Su especialidad era entrar en las consultas de los dentistas y en las salas de espera y hurgar en los bolsillos de los abrigos para llevarse el dinero que encontraba. Se apropiaba de lo ajeno solo en las casas ricas. Luego se especializó en robar maletas en las estaciones de tren, pero siempre devolvía lo que para el propietario podía tener valor sentimental: una libreta con dibujos, una agenda. Si alguna vez la sorprendían, la joven encontraba la manera de engañar a la policía: sus maneras de chica de casa bien y sus prótesis de minusválida le proporcionaban credibilidad.

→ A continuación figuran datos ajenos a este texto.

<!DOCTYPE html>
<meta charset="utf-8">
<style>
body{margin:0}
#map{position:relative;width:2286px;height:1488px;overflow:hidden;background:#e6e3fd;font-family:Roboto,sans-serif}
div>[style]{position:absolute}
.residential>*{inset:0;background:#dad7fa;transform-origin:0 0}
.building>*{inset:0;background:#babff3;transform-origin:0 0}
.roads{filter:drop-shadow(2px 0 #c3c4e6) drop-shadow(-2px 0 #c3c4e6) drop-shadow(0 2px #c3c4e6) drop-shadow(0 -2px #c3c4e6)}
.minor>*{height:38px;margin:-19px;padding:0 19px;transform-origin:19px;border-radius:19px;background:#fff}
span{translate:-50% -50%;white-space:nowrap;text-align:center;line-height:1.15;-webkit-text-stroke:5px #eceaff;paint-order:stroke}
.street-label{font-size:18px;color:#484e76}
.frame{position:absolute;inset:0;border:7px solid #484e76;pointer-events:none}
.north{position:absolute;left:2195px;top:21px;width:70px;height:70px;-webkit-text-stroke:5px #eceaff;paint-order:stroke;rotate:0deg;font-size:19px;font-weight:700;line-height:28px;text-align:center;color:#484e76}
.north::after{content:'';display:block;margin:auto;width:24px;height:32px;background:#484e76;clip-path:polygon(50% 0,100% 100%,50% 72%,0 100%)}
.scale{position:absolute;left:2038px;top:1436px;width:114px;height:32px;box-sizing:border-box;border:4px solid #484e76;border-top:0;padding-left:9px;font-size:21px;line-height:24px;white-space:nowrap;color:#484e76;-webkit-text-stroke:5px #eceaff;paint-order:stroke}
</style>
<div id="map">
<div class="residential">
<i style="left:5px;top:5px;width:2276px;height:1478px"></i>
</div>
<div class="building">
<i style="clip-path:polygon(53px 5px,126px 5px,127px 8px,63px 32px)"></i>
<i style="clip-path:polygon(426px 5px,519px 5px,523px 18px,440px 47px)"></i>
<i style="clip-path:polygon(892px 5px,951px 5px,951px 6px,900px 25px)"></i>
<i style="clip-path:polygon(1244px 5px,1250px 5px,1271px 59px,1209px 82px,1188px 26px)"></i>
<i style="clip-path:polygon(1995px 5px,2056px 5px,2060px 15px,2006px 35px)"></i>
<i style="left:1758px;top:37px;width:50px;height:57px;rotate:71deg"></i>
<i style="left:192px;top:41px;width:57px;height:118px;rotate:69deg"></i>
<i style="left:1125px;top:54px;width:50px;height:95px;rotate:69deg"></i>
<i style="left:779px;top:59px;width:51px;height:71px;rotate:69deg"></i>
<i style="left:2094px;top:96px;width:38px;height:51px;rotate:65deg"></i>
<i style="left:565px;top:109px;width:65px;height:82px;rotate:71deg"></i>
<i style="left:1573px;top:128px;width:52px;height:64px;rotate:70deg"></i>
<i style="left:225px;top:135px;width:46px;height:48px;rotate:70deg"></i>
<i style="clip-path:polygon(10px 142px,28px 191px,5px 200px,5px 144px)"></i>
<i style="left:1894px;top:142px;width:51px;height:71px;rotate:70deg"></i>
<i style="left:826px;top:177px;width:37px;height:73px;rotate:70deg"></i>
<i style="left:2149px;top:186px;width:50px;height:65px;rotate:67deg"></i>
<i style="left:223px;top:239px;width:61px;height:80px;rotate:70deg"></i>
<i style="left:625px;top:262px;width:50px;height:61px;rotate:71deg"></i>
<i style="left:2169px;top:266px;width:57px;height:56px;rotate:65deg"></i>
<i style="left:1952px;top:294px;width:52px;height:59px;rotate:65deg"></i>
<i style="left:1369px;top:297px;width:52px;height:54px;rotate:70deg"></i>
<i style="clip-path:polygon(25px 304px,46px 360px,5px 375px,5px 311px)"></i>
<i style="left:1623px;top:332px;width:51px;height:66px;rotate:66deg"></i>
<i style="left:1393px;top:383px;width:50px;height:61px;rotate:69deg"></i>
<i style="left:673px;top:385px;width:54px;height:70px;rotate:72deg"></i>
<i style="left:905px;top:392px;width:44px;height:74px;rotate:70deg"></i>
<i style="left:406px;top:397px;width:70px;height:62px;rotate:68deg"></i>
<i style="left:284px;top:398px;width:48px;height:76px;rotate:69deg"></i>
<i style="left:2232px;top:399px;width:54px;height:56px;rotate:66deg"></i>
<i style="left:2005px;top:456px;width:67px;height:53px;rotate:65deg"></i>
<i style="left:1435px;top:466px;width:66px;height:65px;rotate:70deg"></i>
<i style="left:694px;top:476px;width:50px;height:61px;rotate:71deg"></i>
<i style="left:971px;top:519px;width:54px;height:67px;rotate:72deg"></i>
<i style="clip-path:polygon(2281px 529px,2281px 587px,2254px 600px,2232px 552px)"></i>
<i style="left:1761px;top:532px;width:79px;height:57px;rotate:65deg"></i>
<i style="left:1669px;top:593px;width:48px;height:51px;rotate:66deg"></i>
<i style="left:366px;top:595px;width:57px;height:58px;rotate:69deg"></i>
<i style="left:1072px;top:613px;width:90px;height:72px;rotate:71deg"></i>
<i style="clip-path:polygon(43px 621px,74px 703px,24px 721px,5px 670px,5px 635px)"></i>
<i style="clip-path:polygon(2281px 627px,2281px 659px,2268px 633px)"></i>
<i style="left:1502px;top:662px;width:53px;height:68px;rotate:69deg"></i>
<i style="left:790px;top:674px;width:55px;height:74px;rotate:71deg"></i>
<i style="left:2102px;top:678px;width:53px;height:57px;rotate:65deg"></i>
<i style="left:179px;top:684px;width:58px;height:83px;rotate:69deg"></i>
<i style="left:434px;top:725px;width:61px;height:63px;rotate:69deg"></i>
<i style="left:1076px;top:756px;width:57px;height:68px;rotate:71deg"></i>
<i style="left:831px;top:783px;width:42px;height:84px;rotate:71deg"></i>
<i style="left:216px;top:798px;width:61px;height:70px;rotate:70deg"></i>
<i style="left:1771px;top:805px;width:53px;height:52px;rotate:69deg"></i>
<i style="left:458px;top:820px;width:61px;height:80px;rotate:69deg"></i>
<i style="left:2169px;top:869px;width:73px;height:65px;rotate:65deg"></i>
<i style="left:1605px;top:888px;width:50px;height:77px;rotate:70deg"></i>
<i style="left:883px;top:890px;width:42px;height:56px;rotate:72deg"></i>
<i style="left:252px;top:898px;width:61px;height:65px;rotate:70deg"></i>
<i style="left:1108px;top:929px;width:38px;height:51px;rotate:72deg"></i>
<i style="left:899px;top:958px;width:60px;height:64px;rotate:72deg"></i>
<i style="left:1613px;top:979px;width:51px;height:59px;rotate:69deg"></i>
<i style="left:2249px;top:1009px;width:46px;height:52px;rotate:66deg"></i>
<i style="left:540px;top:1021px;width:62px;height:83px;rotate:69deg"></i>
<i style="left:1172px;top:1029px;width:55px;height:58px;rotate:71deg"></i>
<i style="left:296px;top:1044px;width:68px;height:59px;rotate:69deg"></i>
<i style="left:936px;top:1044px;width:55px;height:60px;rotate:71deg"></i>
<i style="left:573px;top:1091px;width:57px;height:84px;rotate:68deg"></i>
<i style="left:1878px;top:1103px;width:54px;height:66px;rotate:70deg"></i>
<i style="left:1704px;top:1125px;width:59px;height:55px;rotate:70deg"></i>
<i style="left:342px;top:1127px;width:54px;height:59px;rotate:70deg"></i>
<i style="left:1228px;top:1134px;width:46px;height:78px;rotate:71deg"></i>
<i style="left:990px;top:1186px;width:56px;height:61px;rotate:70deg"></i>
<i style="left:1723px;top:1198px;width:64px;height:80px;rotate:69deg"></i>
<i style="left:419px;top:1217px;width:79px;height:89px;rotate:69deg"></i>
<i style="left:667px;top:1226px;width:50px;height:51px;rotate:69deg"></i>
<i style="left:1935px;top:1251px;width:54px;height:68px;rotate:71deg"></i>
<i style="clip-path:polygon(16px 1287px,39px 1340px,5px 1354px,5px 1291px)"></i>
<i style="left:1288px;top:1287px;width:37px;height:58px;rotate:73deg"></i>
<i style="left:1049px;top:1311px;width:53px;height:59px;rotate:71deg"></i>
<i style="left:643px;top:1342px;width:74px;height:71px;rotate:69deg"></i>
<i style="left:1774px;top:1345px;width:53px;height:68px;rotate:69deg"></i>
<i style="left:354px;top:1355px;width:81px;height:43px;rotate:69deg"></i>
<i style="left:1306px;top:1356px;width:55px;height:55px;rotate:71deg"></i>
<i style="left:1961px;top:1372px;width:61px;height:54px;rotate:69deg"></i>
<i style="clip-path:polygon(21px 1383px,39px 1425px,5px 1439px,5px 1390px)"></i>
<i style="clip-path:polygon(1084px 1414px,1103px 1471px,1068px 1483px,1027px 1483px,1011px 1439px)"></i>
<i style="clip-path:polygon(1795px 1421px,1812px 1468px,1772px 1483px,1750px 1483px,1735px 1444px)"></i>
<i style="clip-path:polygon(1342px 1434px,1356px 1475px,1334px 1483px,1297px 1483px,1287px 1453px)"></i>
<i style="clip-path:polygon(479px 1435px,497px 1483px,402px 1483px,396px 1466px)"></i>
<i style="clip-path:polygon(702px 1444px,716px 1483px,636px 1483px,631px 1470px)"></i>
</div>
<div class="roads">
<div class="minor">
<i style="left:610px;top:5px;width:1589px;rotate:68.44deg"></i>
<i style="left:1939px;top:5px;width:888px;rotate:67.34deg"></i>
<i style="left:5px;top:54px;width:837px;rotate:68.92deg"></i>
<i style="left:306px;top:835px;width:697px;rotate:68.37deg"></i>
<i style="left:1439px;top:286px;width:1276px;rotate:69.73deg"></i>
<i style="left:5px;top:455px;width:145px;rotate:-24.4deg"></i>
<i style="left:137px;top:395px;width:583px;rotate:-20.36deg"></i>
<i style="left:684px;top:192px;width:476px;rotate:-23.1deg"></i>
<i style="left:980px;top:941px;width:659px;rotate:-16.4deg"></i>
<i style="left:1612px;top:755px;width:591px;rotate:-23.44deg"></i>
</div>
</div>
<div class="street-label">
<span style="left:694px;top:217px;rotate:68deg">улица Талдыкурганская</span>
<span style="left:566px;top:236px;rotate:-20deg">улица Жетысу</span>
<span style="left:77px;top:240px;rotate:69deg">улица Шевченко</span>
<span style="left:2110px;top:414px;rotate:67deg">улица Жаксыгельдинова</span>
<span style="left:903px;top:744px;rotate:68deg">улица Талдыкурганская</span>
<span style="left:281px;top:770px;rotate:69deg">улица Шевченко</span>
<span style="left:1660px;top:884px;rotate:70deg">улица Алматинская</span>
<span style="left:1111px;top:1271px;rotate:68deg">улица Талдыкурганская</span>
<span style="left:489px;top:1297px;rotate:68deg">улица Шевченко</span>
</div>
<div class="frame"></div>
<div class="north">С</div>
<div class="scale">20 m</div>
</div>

¿Por qué había tomado esta opción? Según sus principios, Yevguenia no podía trabajar para un régimen que había encarcelado a su marido, un inocente entre tantos miles de encarcelados por la joven Unión Soviética. Si se esforzara, el provecho sería para el Estado. De modo que Yevguenia obró en contra de ese Estado arbitrario para hacerle cuanto más daño mejor: introducía caos, malestar y descontento. Tenía un objetivo: reunir el dinero suficiente para poder pagar bien a sus amigos del hampa y asaltar el gulag de las islas de Solovkí, adonde mientras tanto habían trasladado a Aleksandr Yaroslavski, para luego ayudarle a huir. Una vez cumplida su meta buscaría derribar el bolchevismo.

No tuvo tiempo de llevar a cabo su ambicioso plan. La detuvieron y tras varios destierros obligados en los que la joven intentó adoctrinar a los demás prisioneros con su aborrecimiento del régimen soviético, a ella también la destinaron a muerte por rebelión; a su marido ya lo habían fusilado en Solovkí. En la cárcel Yevguenia decidió contar su vida. Como afirma en el posfacio la historiadora y disidente Irina Fliege, la persona que encontró el manuscrito, la reclusa sintió la necesidad de ganar solidez en el conocimiento de sí misma. Yevguenia tenía 29 años cuando la ejecutaron.